Lecture Notes: Substitution Techniques in Differential Equations

Introduction

• Techniques for solving differential equations (DEs) that don't fit basic models like:
  • Basic integration
  • Separable equations
  • Linear first-order differential equations
• Focus on substitution techniques to convert non-recognizable equations into solvable forms.
• Five categories of substitution techniques:
  1. Homogeneous equations
  2. Obvious substitutions
  3. Bernoulli equations
  4. Embedded derivatives
  5. Reducible second-order DEs
• Additional category: Exact equations (to be discussed later)

Homogeneous Equations

• Substitution method to convert into known techniques (basic integral, separable, or linear equations).
• Homogeneous equation: Function where each term can be expressed as a fraction (y/x).
• Substitution Plan:
  • Let V = y/x
  • Solve for y in terms of V and x
  • Differentiate implicitly: Use product rule and chain rule
  • Substitute into the differential equation
  • Solve using known techniques, then back-substitute to find y.

Steps:

1. Structure DE as dy/dx = function of (y/x)
2. Make substitution V = y/x
3. Solve for y: y = Vx
4. Differentiate: dy/dx = x(dV/dx) + V
5. Substitute and simplify to form a solvable DE
6. Solve using known techniques (e.g., separable equations)
7. Back-substitute to express solution in terms of y

Example Problems

• Example 1: Given a DE, solve using homogeneous substitution.

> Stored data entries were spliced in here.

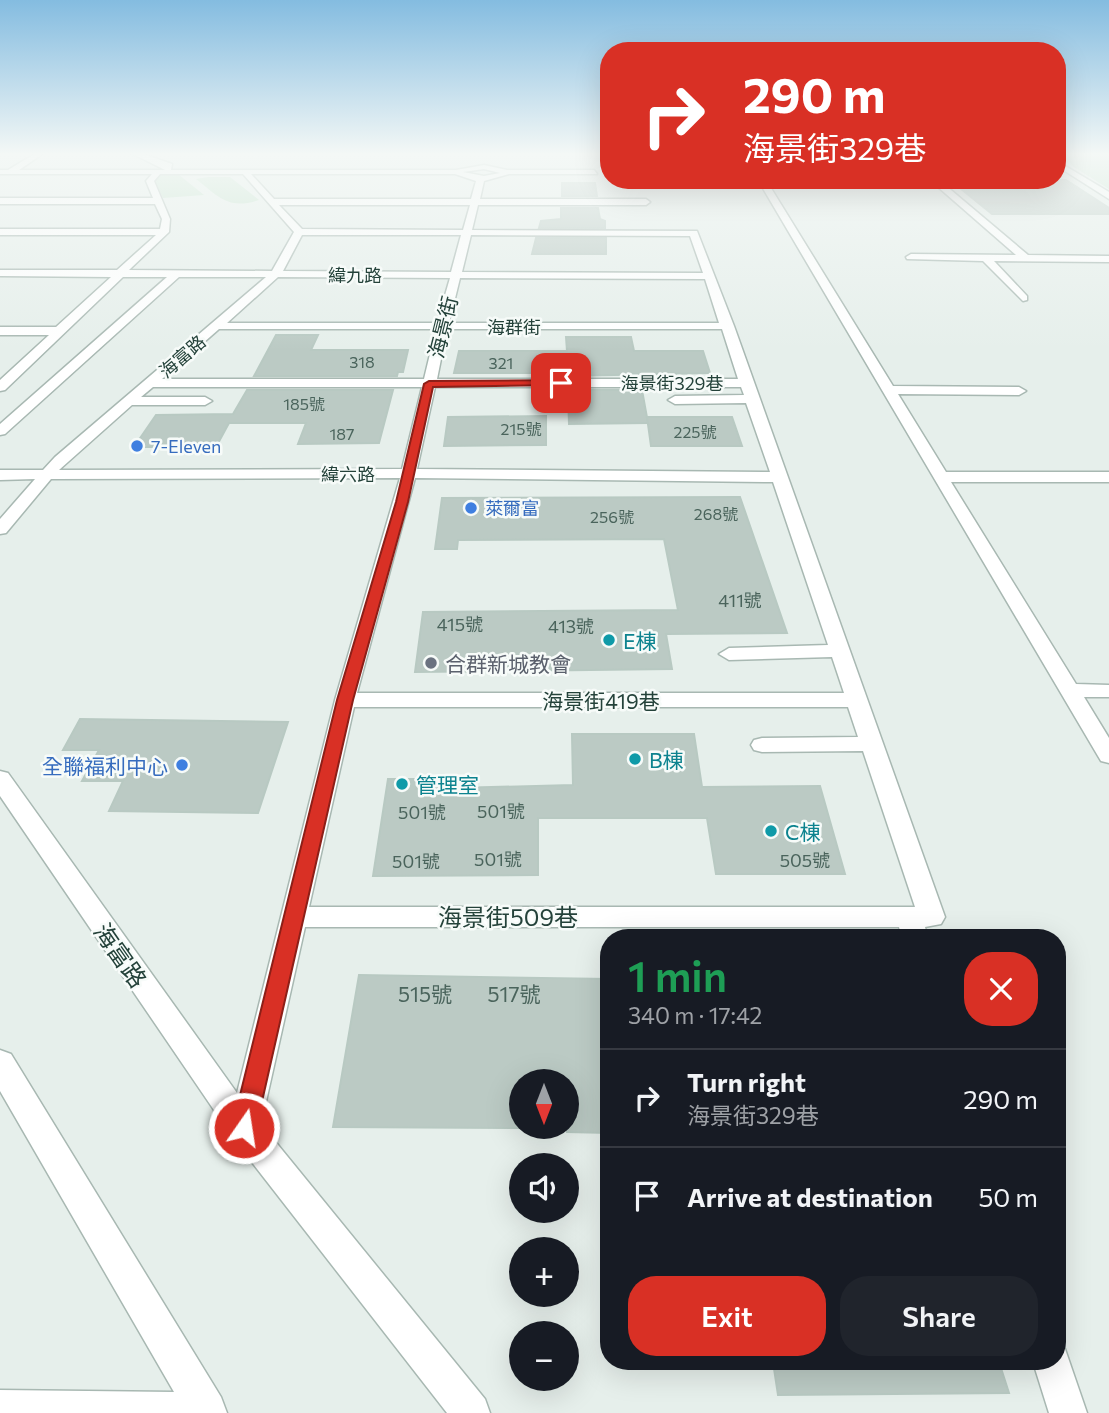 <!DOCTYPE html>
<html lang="en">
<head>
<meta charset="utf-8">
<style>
  :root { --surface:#171b24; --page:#20242c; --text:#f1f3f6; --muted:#9ea1a6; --line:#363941; --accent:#d93025 }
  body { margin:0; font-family:Commissioner,"Noto Sans TC",sans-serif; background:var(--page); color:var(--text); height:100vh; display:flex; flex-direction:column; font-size:26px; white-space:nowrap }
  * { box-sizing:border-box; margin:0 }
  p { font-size:23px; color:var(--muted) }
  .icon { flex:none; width:38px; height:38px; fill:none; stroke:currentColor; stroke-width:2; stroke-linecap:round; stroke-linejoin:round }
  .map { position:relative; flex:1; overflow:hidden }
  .details { position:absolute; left:600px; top:929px; width:466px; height:441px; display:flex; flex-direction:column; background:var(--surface); border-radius:28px; box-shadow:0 7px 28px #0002 }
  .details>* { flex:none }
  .banner { position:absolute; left:600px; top:42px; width:466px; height:147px; border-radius:28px; box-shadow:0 7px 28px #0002; background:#d93025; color:#fff; overflow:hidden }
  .needle { width:46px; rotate:180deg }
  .tools { position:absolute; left:509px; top:1069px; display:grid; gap:14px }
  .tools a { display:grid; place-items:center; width:70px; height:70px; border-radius:50%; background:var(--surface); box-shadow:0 7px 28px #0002; font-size:35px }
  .pin { position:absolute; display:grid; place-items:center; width:60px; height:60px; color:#fff; margin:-30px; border-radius:14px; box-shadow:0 4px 10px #0006 }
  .me { position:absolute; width:77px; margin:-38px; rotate:13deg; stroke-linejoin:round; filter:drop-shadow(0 0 5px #0008) }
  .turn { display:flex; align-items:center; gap:24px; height:147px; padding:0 28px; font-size:32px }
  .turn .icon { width:91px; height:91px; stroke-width:2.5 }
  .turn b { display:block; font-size:49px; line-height:60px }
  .round { display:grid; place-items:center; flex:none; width:74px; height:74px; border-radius:28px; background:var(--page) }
  .overview { display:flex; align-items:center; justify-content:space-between; height:119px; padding:0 28px }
  h1 { font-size:42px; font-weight:600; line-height:52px; color:#1e9e55 }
  .primary-button { display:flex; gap:14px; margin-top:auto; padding:14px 28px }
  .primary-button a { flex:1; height:80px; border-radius:28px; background:var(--accent); color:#fff; font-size:28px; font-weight:600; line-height:80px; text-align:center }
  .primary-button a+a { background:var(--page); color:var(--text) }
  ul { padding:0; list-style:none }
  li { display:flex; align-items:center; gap:21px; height:98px; padding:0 28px; border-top:2px solid var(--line) }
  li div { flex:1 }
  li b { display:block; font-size:26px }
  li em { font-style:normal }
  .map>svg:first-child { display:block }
  .green { fill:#bfe0c8 }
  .building { fill:#bbcac4; stroke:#b8c9c2; stroke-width:2 }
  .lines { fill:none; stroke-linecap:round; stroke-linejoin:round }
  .minor-casing { stroke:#a8b8b2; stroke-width:3 }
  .minor { fill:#fff; fill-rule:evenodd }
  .route { fill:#d93025; stroke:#8d1f18; stroke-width:2 }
  .shop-dot { fill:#3f7fe0; stroke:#f7fbf9; stroke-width:2.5 }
  .culture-dot { fill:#0f9aa8; stroke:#f7fbf9; stroke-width:2.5 }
  .worship-dot { fill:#6b7280; stroke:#f7fbf9; stroke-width:2.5 }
  .labels { text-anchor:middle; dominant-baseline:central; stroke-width:5; stroke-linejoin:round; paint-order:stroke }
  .far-number-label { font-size:16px; fill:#4a645c }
  .far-street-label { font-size:18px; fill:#24423a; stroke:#f7fbf9 }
  .far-shop-label { font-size:18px; fill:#366cbe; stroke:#f7fbf9; text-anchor:start }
  .number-label { font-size:18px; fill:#4a645c }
  .street-label { font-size:21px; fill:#24423a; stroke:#f7fbf9 }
  .culture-label { font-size:21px; fill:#0d838f; stroke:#f7fbf9; text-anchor:start }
  .worship-label { font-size:21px; fill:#5b616d; stroke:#f7fbf9; text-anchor:start }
  .shop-label { font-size:21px; fill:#366cbe; stroke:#f7fbf9; text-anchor:end }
  .near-number-label { font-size:21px; fill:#4a645c }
  .near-street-label { font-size:24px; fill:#24423a; stroke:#f7fbf9 }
</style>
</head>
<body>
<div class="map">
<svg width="1109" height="1413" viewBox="0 0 1109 1413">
  <rect width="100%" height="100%" fill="#e6efeb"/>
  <g class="green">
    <polygon points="1109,153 1109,189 1058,157 1068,154"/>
    <polygon points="162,173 178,174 204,195 163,198 155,181"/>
    <path d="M208,177H230L259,200C228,210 219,197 196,179Z"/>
  </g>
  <g class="building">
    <polygon points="950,180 1066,180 1109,208 1109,214 992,214"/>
    <polygon points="562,183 595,183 597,196 562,196"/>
    <polygon points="561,208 598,208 600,219 605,221 605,228 539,228 541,221 561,219"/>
    <polygon points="536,238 606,238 606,254 532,254"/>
    <polygon points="276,335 318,335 311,350 408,350 403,372 398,372 397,376 254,376"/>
    <polygon points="566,337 631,337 634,351 703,351 710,373 567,376 567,373 454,373 459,351 567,351"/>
    <polygon points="247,390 393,390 379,443 298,444 306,423 229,423 216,447 134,447 156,415 233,414"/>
    <polygon points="568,390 642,390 648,423 569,424"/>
    <polygon points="546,416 546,445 444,446 448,417"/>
    <polygon points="647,417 732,417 742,446 651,446"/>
    <polygon points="740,497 787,633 666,634 672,669 415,672 423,612 678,610 664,539 458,540 457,549 435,549 442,498"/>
    <polygon points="80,719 288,722 258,813 109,811 123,781 82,781 99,750 63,750"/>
    <polygon points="572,734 694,734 702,787 820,786 845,874 716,874 707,818 538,818 538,875 373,876 388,779 417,779 416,789 573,785"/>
    <polygon points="359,975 609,979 609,1133 567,1132 567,1082 522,1082 522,1128 333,1127"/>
    <polygon points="773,1362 999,1362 1009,1393 778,1395"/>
  </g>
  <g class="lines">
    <g class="minor-casing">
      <g id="minor">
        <path d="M36,153H44L19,170H165L131,153H140L172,164L171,170H456L484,165L507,170H594L597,174H509L484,181L480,199H646L650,202L646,205H478L472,230L697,231L734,326L945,917L941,924L925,927L928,938H902L899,927H305L261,1124L485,1399L490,1413H447L233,1138L0,796V771L8,773L237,1093L335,700L400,478L51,479L6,533L0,534V519L35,479L0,480V470H43L55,457L266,277H179L5,434L0,435V424L167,277H123L5,390L0,391V380L49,335H0V327H56L111,277L0,276V270H117L156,235H0V229H160L162,219L155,204H0V198H153L146,181L152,174H0V170H8ZM484,169L500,173L484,176L463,172ZM160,174H243L294,232L272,271L129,270L169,232L170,219L154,181ZM251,174H455L476,181L471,199H274ZM279,205H470L463,230L302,229ZM302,235H461L451,272L283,271ZM471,235L690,236L703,273L462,272ZM278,277L450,278L437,323H227ZM460,278L705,279L719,323H449ZM219,329H436L424,379H162ZM447,329H722L738,379H437ZM153,387H422L402,469L59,470L132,405H205L212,401L205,397H141ZM435,387H741L744,395L675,396L668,400L675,404L746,403L770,472L417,469ZM415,478L773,482L828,645L729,648L719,654L729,660L832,657L844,693H357ZM354,707H848L858,737L762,738L754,740L751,745L754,750L762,752L863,751L915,907H309Z"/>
        <polygon points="1057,161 1109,192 1109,199 1057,166"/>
        <polygon points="758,180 766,180 893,386 1019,387 1026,391 1019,395 898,394 946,472 1109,472 1109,482 951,482 1076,684 1109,685 1109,697 1084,697 1109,738 1109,763 1101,761 1098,756"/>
        <polygon points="930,180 939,180 1028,255 1109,256 1109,262 994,261 1027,296 1027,300 1023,301 983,261 907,259 906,257 911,254 1016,255"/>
        <polygon points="0,1050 11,1054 221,1397 227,1413 0,1413 0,1390 174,1392 0,1091"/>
        <polygon points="1057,1345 1065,1349 1087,1413 1049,1413 1033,1362 1057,1362"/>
      </g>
    </g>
    <use href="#minor" class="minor"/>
  </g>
  <linearGradient id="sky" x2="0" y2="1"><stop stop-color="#84bce0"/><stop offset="0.44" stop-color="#f4f8f6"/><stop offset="1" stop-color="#f4f8f6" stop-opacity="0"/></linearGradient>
  <rect width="1109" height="350" fill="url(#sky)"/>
  <polygon class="route" points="561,380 565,381 565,385 433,387 408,502 353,700 256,1128 252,1136 244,1140 236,1136 232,1128 337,700 396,502 424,384 429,381"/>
  <g class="shop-dot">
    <circle cx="137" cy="446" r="7"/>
    <circle cx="471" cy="508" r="7"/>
    <circle cx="182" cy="765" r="7"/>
  </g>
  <g class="culture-dot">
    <circle cx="609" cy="640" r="7"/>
    <circle cx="635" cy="759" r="7"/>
    <circle cx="402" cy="784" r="7"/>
    <circle cx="771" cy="831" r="7"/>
  </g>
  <circle class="worship-dot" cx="431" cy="663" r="7"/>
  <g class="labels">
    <g class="far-number-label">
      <text x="362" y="361">318</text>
      <text x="501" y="362">321</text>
      <text x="304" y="403">185號</text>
      <text x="521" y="428">215號</text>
      <text x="695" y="431">225號</text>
      <text x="342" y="433">187</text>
      <text x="716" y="513">268號</text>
      <text x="612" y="516">256號</text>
    </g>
    <g class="far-street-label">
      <text x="355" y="275">緯九路</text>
      <text x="514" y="327">海群街</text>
      <text transform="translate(182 356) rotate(-41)">海富路</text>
      <text x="672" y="383">海景街329巷</text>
      <text x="348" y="474">緯六路</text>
    </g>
    <g class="far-shop-label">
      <text x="151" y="446">7-Eleven</text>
      <text x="485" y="508">萊爾富</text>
    </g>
    <g class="number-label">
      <text x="740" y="600">411號</text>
      <text x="460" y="624">415號</text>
      <text x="571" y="626">413號</text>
      <text x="501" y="811">501號</text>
      <text x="422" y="812">501號</text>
      <text x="498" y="859">501號</text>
      <text x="805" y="860">505號</text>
      <text x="416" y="861">501號</text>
    </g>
    <g class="street-label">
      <text transform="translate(442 327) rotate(-76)">海景街</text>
      <text x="601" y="700">海景街419巷</text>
    </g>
    <g class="culture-label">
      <text x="623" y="640">E棟</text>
      <text x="649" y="759">B棟</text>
      <text x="416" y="784">管理室</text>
      <text x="785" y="831">C棟</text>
    </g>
    <g class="worship-label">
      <text x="445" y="663">合群新城教會</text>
    </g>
    <g class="shop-label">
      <text x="168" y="765">全聯福利中心</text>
    </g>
    <g class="near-number-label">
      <text x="425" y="993">515號</text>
      <text x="514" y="993">517號</text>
    </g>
    <g class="near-street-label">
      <text x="508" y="916">海景街509巷</text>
      <text transform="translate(121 955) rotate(55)">海富路</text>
    </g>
  </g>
</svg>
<div class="tools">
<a><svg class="needle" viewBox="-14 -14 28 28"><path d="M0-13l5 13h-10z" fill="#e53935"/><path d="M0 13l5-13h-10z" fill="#9ea1a6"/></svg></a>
<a><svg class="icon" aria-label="sound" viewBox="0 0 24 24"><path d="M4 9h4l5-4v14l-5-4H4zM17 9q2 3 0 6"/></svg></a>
<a>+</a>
<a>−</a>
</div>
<div class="pin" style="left:561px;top:383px;background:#d93025"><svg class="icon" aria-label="arrive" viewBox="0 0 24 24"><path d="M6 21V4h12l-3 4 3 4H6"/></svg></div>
<svg class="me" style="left:244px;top:1128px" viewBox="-20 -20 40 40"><circle r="17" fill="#d93025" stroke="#fff" stroke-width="3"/><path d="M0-11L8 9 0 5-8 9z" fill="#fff"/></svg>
<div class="banner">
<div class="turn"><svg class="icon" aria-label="right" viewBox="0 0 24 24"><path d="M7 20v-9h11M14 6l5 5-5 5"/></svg><div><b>290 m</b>海景街329巷</div></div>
</div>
<section class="details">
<div class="overview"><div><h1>1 min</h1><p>340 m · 17:42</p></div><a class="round" style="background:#d93025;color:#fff"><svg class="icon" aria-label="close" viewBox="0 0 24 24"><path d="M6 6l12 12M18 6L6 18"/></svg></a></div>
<ul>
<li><svg class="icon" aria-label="right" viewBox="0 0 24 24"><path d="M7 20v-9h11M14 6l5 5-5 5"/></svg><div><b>Turn right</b><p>海景街329巷</p></div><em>290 m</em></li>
<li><svg class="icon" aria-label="arrive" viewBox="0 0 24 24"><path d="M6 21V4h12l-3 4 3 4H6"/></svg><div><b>Arrive at destination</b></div><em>50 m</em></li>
</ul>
<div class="primary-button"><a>Exit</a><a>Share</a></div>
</section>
</div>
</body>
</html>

  • Solve initial DE for dy/dx
  • Identify instances of y as y/x
  • Substitute V = y/x and differentiate
  • Solve resulting separable differential equation
  • Substitute back to express final result in terms of y

• Example 2 & 3: Process repeated to reinforce technique with different equations.

Additional Considerations

• Domain Restrictions:
  • Must account for domain limitations when dividing by terms involving x or y.
  • Domain restrictions arise naturally from the requirement to avoid division by zero and handle square roots correctly.
• Homogeneous equations often yield separable equations.
• Techniques may vary, and sometimes multiple methods can apply to solve a DE.

Conclusion

• Homogeneous equations offer a structured method to solve DEs fitting the (y/x) pattern.
• Important to structure correctly to ensure all instances of y are represented as (y/x).
• Substitution techniques allow the transformation of complex DEs into forms solvable by known methods, enhancing problem-solving flexibility.

Next Steps

• Practice additional examples to solidify understanding.
• Explore other substitution categories in upcoming lectures/videos.